In short, you have to network extensively within your community. What is the population of your town? What is the population of the county your town is in?

To have a viable retail photography business, without a studio, you need to shoot about 375 sessions a year, and have an average sale of right about $400 per shoot.

If you have a studio, make that 425 sessions a year and an average sale of $470 per shoot.

New clients are way harder to develope, than getting former clients to use your service again.

You should be finalizing the plans and ads for your Thanksgiving/Christmas holidays marketing/promo in the next week or 2, and be about 1/2 way done with the planning for your Valentines Day 2013 marketing/promotion.


----------



## orljustin (Jul 20, 2012)

topazsol said:


> So far, I really haven't advertised at all. Should I get some flyers made? I live in a small town and no one here really knows who I am. I've only had one paid shoot so far and even though she was very happy and told all her friends about me, that is just one person.
> 
> So my question is, what are some things I can do to get myself out there? I know word of mouth is best, especially in a small town but I really don't know anyone here. Should I put an ad in the newspaper? I have a facebook page with all my photos, I've made ads on facebook but that's a limited audience since not everyone uses facebook.



I thought you were going to haul your costume trailer to horse events or something.


----------



## topazsol (Jul 22, 2012)

orljustin said:


> topazsol said:
> 
> 
> > So far, I really haven't advertised at all.
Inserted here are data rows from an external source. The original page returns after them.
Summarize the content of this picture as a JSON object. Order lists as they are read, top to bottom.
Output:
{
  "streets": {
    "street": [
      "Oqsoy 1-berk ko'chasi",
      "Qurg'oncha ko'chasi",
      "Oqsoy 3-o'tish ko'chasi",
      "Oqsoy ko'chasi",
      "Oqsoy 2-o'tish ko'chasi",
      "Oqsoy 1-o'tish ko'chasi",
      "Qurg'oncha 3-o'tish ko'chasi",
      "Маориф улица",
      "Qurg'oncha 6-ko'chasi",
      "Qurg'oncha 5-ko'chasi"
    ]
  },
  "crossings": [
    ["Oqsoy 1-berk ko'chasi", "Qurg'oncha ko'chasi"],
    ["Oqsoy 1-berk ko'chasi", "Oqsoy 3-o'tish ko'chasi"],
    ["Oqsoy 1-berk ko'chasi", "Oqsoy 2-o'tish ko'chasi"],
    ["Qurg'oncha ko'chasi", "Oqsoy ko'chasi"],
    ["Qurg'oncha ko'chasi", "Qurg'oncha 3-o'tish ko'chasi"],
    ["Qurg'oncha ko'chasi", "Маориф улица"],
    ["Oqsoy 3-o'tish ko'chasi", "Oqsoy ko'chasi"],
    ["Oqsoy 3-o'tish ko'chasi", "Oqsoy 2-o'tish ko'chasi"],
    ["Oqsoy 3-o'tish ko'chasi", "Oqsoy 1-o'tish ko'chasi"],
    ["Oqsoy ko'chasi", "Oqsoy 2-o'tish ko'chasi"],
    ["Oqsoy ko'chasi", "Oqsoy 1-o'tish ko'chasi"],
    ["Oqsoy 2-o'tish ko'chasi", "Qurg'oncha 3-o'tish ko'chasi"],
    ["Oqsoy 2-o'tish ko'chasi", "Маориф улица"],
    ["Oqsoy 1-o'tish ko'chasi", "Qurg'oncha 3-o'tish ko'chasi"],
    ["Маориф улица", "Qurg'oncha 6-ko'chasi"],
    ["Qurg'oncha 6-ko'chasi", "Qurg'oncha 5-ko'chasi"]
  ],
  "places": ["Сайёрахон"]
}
Should I get some flyers made? I live in a small town and no one here really knows who I am. I've only had one paid shoot so far and even though she was very happy and told all her friends about me, that is just one person.
> ...



Turns out the lady I was buying the business from is bat**** crazy. She refused to let me use any of the equipment she was going to sell me without controlling every aspect of what I did and how I used it, using her reputation as a business as an excuse. To me a business deal is a business deal and should be treated as such. I should be able to torch it all in a field after I buy it and she should not have a say. But she is unreasonable and really moody and a plain mean person so I decided to shine her on. No way am giving my money to a psycho like her. Turns out my husband's boss is letting me use the whole upper floor to his work to take photos for free. I just have to pack up all my things when I leave so it won't be used as a studio but I can book appts. The place already has 3 beautifully painted walls I can use as backdrops along with my backdrops I will have with me. I can use the money I was going to spend on this supposed turnkey business that turned into a nightmare on starting my own business. I am actually really excited, the day I decided to ditch the crazy is the day I found out about this oppurtunity, one door closes and another opens.


----------